Mixture of Ego-Graphs Fusion (MoEGF)

Updated 13 November 2025

MoEGF is a fine-grained graph fusion mechanism that adaptively combines per-sample ego-graphs via a Mixture-of-Experts approach.
It constructs KNN-based ego-graphs from multiple views and employs a gating MLP to generate a fused adjacency matrix for GNN processing.
Empirical results show significant accuracy improvements over traditional view-level fusion, underscoring its practical impact on multi-view clustering.

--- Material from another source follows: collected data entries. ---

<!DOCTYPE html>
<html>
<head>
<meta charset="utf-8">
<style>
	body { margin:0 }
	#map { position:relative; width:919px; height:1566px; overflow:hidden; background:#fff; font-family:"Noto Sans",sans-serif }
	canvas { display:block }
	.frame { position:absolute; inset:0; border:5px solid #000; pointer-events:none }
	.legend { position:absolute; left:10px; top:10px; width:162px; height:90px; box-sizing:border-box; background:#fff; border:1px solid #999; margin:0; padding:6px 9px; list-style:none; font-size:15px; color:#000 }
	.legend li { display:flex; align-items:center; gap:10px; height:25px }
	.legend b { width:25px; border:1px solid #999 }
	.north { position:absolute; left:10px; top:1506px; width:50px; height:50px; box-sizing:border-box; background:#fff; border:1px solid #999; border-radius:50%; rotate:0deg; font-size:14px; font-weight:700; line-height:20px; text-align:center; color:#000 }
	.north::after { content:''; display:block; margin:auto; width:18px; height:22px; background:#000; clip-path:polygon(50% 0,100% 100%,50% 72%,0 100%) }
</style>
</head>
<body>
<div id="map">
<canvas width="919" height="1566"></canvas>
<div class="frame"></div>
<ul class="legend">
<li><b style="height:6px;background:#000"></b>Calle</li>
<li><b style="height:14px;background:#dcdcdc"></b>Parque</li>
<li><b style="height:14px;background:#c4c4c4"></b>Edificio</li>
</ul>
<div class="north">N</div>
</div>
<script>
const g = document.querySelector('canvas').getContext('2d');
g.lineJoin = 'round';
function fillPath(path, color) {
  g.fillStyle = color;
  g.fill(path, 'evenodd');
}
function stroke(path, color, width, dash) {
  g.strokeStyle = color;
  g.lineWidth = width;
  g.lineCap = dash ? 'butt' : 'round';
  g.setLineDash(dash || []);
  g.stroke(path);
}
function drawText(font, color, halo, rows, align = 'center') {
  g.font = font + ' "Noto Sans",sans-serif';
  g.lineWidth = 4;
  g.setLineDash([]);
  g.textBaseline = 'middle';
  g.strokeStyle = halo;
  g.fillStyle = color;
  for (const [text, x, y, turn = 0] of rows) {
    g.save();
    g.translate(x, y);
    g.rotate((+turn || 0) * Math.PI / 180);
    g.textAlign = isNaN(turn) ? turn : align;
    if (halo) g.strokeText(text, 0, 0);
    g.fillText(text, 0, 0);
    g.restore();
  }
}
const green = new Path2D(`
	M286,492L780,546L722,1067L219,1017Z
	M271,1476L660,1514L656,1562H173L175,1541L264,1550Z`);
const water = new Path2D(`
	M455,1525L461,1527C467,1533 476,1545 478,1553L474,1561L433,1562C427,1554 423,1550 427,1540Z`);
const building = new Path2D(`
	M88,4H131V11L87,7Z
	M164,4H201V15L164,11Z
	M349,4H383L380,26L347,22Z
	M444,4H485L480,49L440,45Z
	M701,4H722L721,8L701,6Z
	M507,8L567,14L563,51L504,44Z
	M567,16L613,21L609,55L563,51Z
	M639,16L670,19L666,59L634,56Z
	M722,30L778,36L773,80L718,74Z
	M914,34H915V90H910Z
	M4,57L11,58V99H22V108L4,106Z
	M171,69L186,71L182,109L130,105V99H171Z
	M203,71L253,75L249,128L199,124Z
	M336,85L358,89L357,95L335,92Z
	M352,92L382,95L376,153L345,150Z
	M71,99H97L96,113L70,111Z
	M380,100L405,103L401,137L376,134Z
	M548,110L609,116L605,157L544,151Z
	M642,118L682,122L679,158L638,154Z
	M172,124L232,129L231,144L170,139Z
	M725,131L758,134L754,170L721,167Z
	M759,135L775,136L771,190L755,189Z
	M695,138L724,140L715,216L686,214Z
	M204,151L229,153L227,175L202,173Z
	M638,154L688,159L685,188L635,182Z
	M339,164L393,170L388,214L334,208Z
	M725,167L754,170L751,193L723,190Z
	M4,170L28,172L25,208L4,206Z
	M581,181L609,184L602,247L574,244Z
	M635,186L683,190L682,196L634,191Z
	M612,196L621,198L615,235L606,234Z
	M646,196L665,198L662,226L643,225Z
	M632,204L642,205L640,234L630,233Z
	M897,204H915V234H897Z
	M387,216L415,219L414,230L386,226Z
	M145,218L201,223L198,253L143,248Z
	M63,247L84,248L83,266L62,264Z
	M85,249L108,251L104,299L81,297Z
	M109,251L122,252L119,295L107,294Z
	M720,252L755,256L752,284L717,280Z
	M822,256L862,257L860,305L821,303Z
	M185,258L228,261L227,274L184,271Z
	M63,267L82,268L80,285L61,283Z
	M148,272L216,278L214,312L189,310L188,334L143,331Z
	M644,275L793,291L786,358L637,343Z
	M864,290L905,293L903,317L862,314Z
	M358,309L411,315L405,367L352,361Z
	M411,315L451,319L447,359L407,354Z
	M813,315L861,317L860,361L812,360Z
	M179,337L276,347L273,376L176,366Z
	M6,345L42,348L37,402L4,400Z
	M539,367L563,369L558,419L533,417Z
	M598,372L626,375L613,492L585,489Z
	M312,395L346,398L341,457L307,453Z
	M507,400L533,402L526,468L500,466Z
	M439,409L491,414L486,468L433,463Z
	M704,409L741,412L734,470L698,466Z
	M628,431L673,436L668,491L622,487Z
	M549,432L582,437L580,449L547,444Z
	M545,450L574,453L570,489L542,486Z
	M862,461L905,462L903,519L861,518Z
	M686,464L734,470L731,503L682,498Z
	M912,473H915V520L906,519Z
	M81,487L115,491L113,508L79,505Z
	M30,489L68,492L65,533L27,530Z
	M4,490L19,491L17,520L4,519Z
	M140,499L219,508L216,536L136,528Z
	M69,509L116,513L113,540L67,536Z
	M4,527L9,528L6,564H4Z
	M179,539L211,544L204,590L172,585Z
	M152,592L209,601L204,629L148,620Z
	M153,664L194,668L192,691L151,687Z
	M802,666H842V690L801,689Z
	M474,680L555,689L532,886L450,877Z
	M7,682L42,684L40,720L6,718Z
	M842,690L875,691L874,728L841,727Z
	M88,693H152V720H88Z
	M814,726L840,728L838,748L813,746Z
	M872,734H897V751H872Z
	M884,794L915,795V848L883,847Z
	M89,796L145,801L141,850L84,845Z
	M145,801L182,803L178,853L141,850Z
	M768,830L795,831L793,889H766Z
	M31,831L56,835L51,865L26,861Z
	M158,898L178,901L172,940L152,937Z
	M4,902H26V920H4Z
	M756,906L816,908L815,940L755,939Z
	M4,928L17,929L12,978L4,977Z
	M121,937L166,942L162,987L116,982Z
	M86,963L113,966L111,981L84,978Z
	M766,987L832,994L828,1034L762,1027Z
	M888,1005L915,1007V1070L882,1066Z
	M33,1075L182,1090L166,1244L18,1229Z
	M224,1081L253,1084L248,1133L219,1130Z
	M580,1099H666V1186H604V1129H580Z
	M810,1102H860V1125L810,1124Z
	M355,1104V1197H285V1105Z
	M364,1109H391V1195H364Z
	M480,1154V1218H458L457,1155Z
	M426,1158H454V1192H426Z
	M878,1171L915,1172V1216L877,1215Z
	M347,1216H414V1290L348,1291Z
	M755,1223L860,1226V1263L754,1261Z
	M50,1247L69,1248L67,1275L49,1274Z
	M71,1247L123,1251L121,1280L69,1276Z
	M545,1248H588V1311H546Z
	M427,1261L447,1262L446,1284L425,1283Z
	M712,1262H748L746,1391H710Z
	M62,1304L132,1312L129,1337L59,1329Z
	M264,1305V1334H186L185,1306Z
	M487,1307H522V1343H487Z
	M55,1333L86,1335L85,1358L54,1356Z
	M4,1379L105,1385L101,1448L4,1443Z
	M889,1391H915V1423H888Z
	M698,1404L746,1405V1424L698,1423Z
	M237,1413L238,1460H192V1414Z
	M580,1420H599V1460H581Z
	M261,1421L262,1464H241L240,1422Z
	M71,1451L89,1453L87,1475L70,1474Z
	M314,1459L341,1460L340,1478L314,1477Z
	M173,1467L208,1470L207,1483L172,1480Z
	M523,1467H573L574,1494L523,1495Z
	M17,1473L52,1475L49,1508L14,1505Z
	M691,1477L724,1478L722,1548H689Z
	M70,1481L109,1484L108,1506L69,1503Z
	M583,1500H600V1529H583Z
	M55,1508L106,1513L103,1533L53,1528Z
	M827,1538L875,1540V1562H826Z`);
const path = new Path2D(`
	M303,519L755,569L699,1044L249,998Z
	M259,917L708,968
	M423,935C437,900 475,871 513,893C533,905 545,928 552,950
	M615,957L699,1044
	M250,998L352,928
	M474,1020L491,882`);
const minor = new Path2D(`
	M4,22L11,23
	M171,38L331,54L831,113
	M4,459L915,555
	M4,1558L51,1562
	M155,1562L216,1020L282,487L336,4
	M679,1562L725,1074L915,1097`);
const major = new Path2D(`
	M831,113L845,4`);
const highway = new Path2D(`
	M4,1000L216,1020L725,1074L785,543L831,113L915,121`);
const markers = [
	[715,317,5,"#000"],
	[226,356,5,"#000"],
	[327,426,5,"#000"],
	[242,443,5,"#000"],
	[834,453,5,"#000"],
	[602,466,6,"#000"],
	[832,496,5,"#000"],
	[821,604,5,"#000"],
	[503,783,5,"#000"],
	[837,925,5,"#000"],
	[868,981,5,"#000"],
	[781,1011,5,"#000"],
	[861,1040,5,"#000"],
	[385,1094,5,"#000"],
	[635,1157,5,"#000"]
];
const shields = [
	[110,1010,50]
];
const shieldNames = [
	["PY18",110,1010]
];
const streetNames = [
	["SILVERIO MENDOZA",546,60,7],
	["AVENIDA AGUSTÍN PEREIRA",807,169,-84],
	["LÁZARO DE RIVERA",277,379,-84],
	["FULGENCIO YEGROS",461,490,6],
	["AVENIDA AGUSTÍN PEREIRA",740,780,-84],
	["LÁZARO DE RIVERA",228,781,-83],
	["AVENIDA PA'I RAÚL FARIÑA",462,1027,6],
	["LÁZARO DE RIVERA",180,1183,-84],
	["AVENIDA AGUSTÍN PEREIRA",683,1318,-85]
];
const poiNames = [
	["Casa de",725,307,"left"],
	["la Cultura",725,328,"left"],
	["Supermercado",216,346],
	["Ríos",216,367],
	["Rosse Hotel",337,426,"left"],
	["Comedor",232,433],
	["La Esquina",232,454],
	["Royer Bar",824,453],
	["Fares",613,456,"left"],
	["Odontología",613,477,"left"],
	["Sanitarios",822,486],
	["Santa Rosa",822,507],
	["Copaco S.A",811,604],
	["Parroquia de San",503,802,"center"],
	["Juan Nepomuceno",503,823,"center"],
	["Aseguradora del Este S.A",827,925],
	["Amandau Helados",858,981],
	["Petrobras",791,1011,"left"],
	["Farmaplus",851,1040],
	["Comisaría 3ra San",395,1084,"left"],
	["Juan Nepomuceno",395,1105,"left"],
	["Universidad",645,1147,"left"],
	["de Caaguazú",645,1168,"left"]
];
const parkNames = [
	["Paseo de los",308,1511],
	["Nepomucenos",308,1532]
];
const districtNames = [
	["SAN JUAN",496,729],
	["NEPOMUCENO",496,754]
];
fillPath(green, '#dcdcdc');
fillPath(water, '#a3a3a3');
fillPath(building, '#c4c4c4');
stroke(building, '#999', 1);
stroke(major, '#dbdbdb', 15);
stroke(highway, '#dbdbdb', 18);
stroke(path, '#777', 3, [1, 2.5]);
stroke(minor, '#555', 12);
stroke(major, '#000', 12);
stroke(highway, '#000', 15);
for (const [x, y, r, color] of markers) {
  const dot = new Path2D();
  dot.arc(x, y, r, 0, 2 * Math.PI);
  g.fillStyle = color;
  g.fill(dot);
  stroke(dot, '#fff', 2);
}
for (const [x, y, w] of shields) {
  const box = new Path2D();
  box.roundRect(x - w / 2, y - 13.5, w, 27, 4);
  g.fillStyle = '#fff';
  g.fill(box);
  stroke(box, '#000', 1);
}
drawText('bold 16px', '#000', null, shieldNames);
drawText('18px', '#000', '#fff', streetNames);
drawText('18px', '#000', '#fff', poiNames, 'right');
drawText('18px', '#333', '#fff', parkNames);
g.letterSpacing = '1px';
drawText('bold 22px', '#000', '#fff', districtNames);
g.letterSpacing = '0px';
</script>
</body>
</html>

Mixture of Ego-Graphs Fusion (MoEGF) is a fine-grained graph fusion mechanism designed for multi-view clustering within the Mixture of Ego-Graphs Contrastive Representation Learning (MoEGCL) framework. Diverging from traditional view-level fusion, MoEGF aggregates per-sample (ego-graph) structures from multiple data views using a Mixture-of-Experts (MoE) paradigm. This design enables adaptive, sample-specific fusion of ego-graphs to produce a fused adjacency matrix for downstream graph neural network (GNN) processing, substantially enhancing clustering performance by capturing localized multi-view interactions (Zhu et al., 8 Nov 2025).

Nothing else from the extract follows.